My condolences I am so sorry or your loss of Red he was such a beautiful boy. 

Jana


----------



## Jaime2061 (Apr 1, 2013)

So so sorry For your loss. It is just so hard. Please find comfort in your memories and knowing he had a great life. Run free, happy & healthy Red!


----------



## Ylan's Mom (May 14, 2013)

I am sorry, it is hard to see them go. It is great that you gave him a good life. You have come to the right place, my heart and prayers are with you.


----------



## FAL guy (Jun 11, 2012)

We had a long, lonely weekend but it is sure helpful to remember funny shots like this one. This was the standard face Red learned to give us at treat time when he was told to "smile". It still cracks me up.


----------



## Makomom (Feb 28, 2012)

This picture makes me laugh....what a silly boy! But now I am crying .....to lose such a precious part of the family is heartbreaking. I have been there twice.......
R.I.P sweet boy!
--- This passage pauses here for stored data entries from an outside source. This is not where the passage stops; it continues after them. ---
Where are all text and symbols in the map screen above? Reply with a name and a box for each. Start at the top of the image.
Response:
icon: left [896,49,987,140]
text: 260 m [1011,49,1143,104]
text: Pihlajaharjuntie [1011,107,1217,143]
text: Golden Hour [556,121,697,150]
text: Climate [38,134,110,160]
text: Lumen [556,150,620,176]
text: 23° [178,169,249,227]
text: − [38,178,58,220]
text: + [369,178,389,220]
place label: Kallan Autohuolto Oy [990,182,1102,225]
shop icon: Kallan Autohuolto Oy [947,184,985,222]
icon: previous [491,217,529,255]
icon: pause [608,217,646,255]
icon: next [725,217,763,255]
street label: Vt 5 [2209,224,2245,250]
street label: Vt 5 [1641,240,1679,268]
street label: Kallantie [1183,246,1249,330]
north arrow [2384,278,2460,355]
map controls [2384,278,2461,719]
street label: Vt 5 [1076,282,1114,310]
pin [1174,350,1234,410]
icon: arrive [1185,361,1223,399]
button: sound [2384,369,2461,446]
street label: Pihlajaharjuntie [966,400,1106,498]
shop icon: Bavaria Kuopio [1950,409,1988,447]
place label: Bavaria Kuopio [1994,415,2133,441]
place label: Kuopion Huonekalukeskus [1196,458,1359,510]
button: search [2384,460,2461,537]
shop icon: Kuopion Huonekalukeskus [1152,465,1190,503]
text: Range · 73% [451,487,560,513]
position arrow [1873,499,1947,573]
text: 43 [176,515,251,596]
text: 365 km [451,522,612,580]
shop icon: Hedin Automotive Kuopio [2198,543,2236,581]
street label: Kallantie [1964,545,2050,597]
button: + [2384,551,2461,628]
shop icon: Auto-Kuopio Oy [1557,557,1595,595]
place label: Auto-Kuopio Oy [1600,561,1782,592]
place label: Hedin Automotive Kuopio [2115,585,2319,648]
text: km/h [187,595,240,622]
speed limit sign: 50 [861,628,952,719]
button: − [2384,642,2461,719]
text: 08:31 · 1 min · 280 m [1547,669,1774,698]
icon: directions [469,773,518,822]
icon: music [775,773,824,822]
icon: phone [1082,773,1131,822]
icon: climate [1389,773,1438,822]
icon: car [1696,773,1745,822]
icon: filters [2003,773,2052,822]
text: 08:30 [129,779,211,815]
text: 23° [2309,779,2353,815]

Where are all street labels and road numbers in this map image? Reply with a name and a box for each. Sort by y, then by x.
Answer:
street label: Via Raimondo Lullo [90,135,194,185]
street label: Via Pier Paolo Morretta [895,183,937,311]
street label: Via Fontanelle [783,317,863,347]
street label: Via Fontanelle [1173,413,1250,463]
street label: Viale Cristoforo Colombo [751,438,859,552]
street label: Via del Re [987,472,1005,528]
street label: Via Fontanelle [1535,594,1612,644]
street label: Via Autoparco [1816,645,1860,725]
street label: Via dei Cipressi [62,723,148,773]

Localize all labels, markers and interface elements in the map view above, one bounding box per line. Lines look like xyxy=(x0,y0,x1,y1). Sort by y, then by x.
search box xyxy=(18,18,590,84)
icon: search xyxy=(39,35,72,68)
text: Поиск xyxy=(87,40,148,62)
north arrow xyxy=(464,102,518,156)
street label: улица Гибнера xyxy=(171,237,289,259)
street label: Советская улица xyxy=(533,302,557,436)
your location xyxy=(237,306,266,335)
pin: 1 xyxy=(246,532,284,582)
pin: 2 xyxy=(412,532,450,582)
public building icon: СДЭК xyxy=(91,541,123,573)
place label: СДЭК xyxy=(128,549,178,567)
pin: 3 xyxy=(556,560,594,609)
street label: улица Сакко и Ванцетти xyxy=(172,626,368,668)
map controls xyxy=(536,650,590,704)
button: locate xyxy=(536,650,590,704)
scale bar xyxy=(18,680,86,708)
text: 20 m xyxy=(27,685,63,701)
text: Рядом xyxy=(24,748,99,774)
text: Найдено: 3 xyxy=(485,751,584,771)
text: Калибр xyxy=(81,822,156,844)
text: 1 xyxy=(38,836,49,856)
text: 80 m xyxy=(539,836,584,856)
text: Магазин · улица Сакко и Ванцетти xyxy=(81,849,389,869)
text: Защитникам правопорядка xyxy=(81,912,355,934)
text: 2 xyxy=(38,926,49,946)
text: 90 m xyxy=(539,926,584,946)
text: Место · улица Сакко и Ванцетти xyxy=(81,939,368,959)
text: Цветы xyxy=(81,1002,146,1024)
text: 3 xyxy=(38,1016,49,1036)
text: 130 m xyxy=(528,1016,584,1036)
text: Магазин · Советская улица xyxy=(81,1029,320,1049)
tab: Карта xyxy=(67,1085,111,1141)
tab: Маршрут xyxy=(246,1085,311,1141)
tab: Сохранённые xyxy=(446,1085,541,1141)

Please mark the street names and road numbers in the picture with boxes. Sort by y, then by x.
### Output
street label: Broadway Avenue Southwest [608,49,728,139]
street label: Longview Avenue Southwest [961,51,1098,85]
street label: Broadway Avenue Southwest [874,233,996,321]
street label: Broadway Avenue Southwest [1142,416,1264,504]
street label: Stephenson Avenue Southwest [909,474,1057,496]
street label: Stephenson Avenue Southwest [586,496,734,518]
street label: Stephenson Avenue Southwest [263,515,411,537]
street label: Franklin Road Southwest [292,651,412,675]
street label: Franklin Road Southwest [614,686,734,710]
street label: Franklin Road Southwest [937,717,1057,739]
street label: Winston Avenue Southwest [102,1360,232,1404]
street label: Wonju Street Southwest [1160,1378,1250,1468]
Bucky and Baloo will be there at the bridge for you.....


----------



## SadiesWorld (Nov 13, 2012)

I am terribly sorry for your loss. Red seemed to be a best friend you could go to for comfort and he'd always be there for you. He will be there in heaven waiting patiently for a reunion between the both of you. You and your family will be in my thoughts and prayers.


----------



## FAL guy (Jun 11, 2012)

Yesterday was a bit rough. It has been one week since Red's new journey began. We picked up his ashes from the crematory. It is so quiet in the house. I can't explain how much I would love to hear a dog snore or pant right now.


----------



## Karen519 (Aug 21, 2006)

*FAL Guy*

Fal Guy

I just love the picture of Red!


----------



## FAL guy (Jun 11, 2012)

It was 3 weeks ago today Red went to the Bridge, when does this get easier? I cried my way through mowing the back yard for the first time after his passing today. The back yard was his favorite spot this time of year, and it was tough not seeing him posed in the grass watching me.


----------



## Buddy's mom forever (Jun 23, 2011)

I am sorry, wish we could do the magic and feel better right away. There will be tears for every first time we do the things without them on our side.


----------



## Finn's Fan (Dec 22, 2007)

FAL guy, every "first", every single thing that was part of your cherished routine with Red, will lead to more tears for some time. There's no manual for grief, and we each live through it in our own time frame. Cherish the tears, for they're a sign of a great love, one you probably wouldn't trade to bypass this heartache. But oh, that heartache is a killer, and I'm very sorry you have reason to experience it.....


----------



## MaureenM (Sep 20, 2011)

I'm so sorry for your loss of Red. The picture of him smiling is one of a kind, as I know he was. My thoughts are with you and your family.


----------



## Oakley&SegersMom (Feb 1, 2009)

I am so sorry to read this. Rest softly Red. My thoughts are with you.
Carol


----------



## FAL guy (Jun 11, 2012)

Oakley&SegersMom said:


> I am so sorry to read this. Rest softly Red. My thoughts are with you.
> Carol


Thank you Carol,

Yesterday was one month. We both miss Red so much. What I would give for 5 more minutes with our boy!!


----------



## FAL guy (Jun 11, 2012)

A few weeks ago we passed the 6 month mark since Red ran across the bridge. It was tough but we are really doing better. We lost all three of our pawed children last year and we simply don't feel ready for any pets yet. The house is still very quiet but we are staying busy with work and hobbies.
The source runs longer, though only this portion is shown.